■ Aim of the task ■
Output every record below exactly.

(Collected data entries)
=====

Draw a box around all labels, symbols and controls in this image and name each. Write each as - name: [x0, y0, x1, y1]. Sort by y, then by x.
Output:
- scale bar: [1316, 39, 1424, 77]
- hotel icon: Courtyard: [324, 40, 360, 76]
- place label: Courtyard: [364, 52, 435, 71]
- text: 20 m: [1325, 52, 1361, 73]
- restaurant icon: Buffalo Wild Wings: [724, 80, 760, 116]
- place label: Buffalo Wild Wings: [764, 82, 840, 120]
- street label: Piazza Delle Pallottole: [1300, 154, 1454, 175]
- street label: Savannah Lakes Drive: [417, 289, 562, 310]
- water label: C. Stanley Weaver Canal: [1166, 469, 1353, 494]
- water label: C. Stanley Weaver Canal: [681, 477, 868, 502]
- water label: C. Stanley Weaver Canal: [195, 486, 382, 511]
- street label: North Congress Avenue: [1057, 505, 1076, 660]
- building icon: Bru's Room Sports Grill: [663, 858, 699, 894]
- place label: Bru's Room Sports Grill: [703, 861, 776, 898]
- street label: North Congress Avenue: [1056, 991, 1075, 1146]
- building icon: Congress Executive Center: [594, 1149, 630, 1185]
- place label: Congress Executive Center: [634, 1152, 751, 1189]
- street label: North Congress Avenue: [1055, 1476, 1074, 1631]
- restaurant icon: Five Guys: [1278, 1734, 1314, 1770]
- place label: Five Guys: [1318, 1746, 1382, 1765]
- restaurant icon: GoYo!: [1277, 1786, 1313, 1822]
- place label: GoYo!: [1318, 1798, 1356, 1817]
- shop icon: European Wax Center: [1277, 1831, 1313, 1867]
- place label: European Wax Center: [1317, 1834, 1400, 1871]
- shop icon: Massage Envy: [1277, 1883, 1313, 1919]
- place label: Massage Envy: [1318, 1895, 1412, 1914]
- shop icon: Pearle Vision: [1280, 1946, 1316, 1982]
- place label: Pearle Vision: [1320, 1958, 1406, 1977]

=====

■ Answer space ■
Draw a box around all labels, symbols and controls in this image and name each. Write each as - name: [x0, y0, x1, y1]. Sort by y, then by x.
Output:
- scale bar: [1316, 39, 1424, 77]
- hotel icon: Courtyard: [324, 40, 360, 76]
- place label: Courtyard: [364, 52, 435, 71]
- text: 20 m: [1325, 52, 1361, 73]
- restaurant icon: Buffalo Wild Wings: [724, 80, 760, 116]
- place label: Buffalo Wild Wings: [764, 82, 840, 120]
- street label: Piazza Delle Pallottole: [1300, 154, 1454, 175]
- street label: Savannah Lakes Drive: [417, 289, 562, 310]
- water label: C. Stanley Weaver Canal: [1166, 469, 1353, 494]
- water label: C. Stanley Weaver Canal: [681, 477, 868, 502]
- water label: C. Stanley Weaver Canal: [195, 486, 382, 511]
- street label: North Congress Avenue: [1057, 505, 1076, 660]
- building icon: Bru's Room Sports Grill: [663, 858, 699, 894]
- place label: Bru's Room Sports Grill: [703, 861, 776, 898]
- street label: North Congress Avenue: [1056, 991, 1075, 1146]
- building icon: Congress Executive Center: [594, 1149, 630, 1185]
- place label: Congress Executive Center: [634, 1152, 751, 1189]
- street label: North Congress Avenue: [1055, 1476, 1074, 1631]
- restaurant icon: Five Guys: [1278, 1734, 1314, 1770]
- place label: Five Guys: [1318, 1746, 1382, 1765]
- restaurant icon: GoYo!: [1277, 1786, 1313, 1822]
- place label: GoYo!: [1318, 1798, 1356, 1817]
- shop icon: European Wax Center: [1277, 1831, 1313, 1867]
- place label: European Wax Center: [1317, 1834, 1400, 1871]
- shop icon: Massage Envy: [1277, 1883, 1313, 1919]
- place label: Massage Envy: [1318, 1895, 1412, 1914]
- shop icon: Pearle Vision: [1280, 1946, 1316, 1982]
- place label: Pearle Vision: [1320, 1958, 1406, 1977]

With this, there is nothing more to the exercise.